What the exercise asks
Could you restate the entries below word for word and leave the images out?
------------------------------------------------------------------------
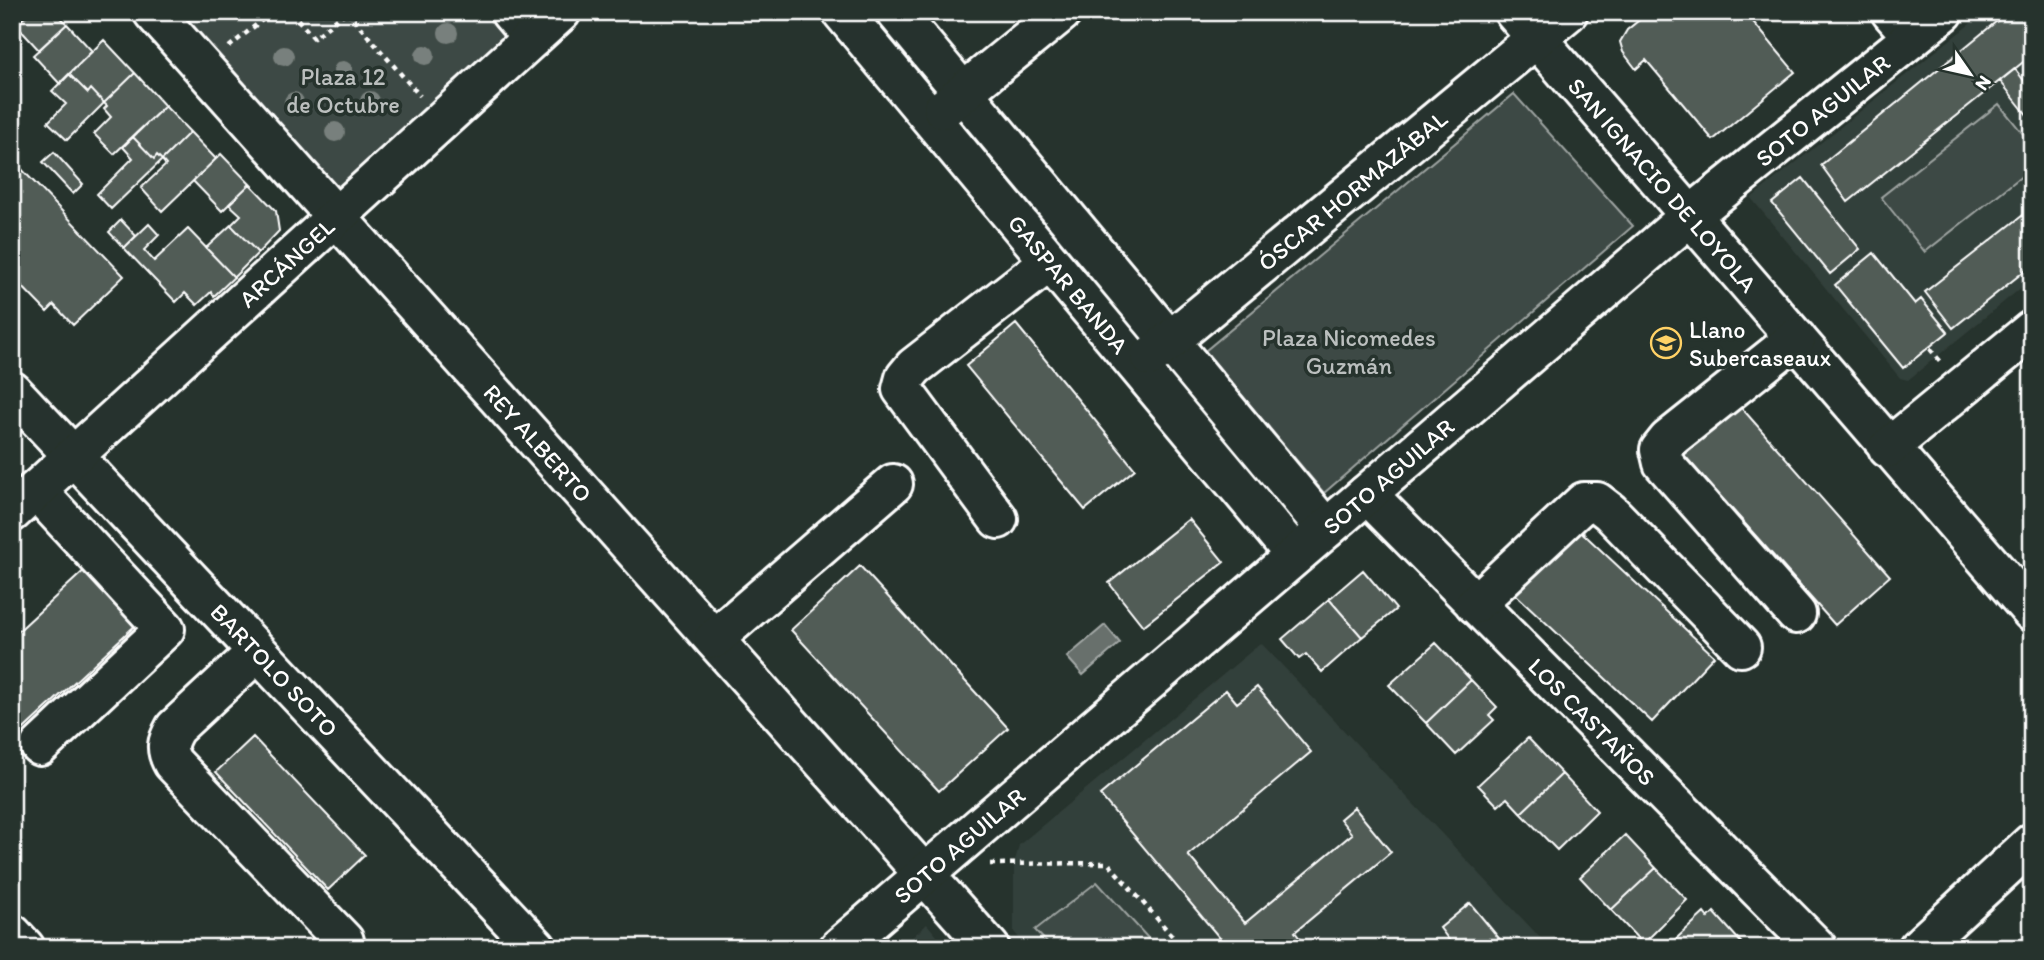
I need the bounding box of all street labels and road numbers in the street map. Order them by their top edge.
street label: SOTO AGUILAR [1749,47,1895,172]
street label: SAN IGNACIO DE LOYOLA [1562,71,1764,298]
street label: ÓSCAR HORMAZÁBAL [1252,104,1453,277]
street label: GASPAR BANDA [1002,208,1135,359]
street label: ARCÁNGEL [233,211,340,313]
street label: REY ALBERTO [478,378,599,508]
street label: SOTO AGUILAR [1316,411,1459,540]
street label: BARTOLO SOTO [205,597,345,743]
street label: LOS CASTAÑOS [1523,651,1662,791]
street label: SOTO AGUILAR [887,781,1030,909]

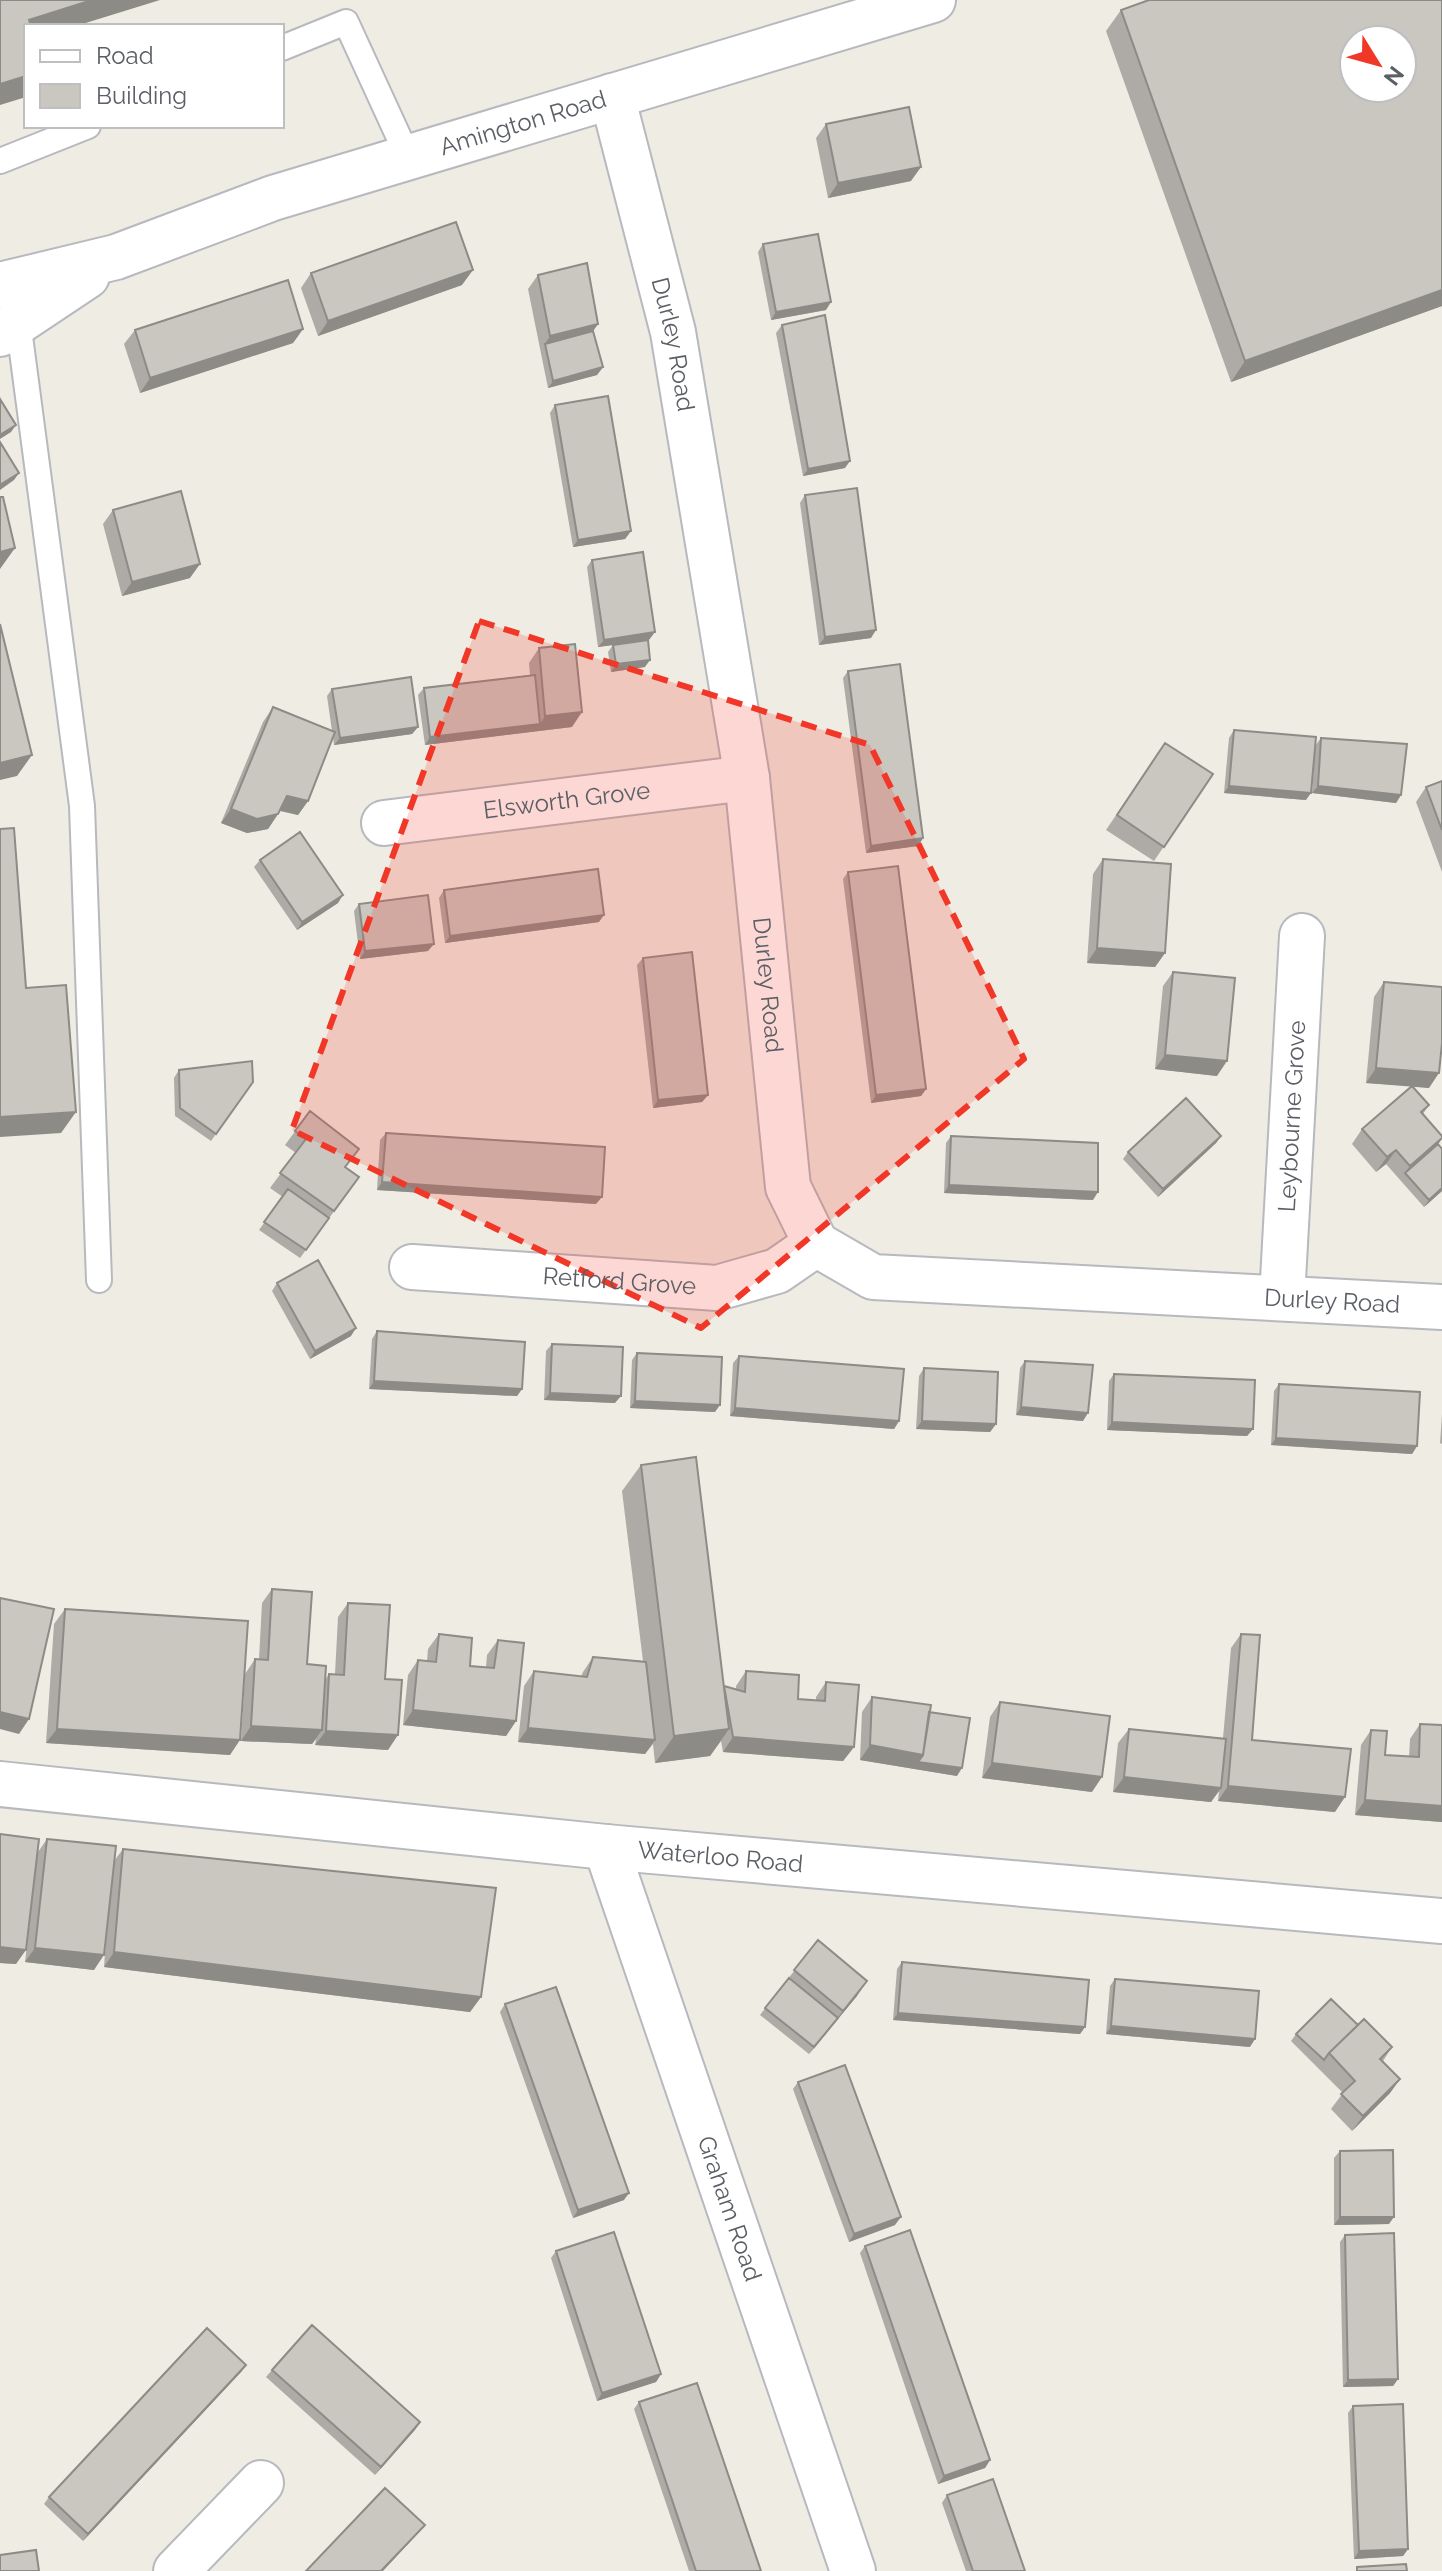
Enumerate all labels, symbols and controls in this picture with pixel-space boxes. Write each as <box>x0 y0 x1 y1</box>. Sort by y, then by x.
legend <box>24 24 284 128</box>
north arrow <box>1338 24 1418 104</box>
text: Road <box>96 41 154 70</box>
text: N <box>1379 62 1409 91</box>
text: Building <box>96 81 187 110</box>
street label: Amington Road <box>436 84 609 161</box>
street label: Durley Road <box>645 274 701 414</box>
street label: Elsworth Grove <box>481 775 652 825</box>
street label: Durley Road <box>747 916 789 1054</box>
street label: Leybourne Grove <box>1272 1020 1311 1213</box>
street label: Retford Grove <box>542 1261 697 1301</box>
street label: Durley Road <box>1263 1283 1401 1319</box>
street label: Waterloo Road <box>636 1835 804 1878</box>
street label: Graham Road <box>692 2132 768 2285</box>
------------------------------------------------------------------------
Response area
I need the bounding box of all street labels and road numbers in the street map. Order them by their top edge.
street label: SOTO AGUILAR [1749,47,1895,172]
street label: SAN IGNACIO DE LOYOLA [1562,71,1764,298]
street label: ÓSCAR HORMAZÁBAL [1252,104,1453,277]
street label: GASPAR BANDA [1002,208,1135,359]
street label: ARCÁNGEL [233,211,340,313]
street label: REY ALBERTO [478,378,599,508]
street label: SOTO AGUILAR [1316,411,1459,540]
street label: BARTOLO SOTO [205,597,345,743]
street label: LOS CASTAÑOS [1523,651,1662,791]
street label: SOTO AGUILAR [887,781,1030,909]

Enumerate all labels, symbols and controls in this picture with pixel-space boxes. Write each as <box>x0 y0 x1 y1</box>. Sort by y, then by x.
legend <box>24 24 284 128</box>
north arrow <box>1338 24 1418 104</box>
text: Road <box>96 41 154 70</box>
text: N <box>1379 62 1409 91</box>
text: Building <box>96 81 187 110</box>
street label: Amington Road <box>436 84 609 161</box>
street label: Durley Road <box>645 274 701 414</box>
street label: Elsworth Grove <box>481 775 652 825</box>
street label: Durley Road <box>747 916 789 1054</box>
street label: Leybourne Grove <box>1272 1020 1311 1213</box>
street label: Retford Grove <box>542 1261 697 1301</box>
street label: Durley Road <box>1263 1283 1401 1319</box>
street label: Waterloo Road <box>636 1835 804 1878</box>
street label: Graham Road <box>692 2132 768 2285</box>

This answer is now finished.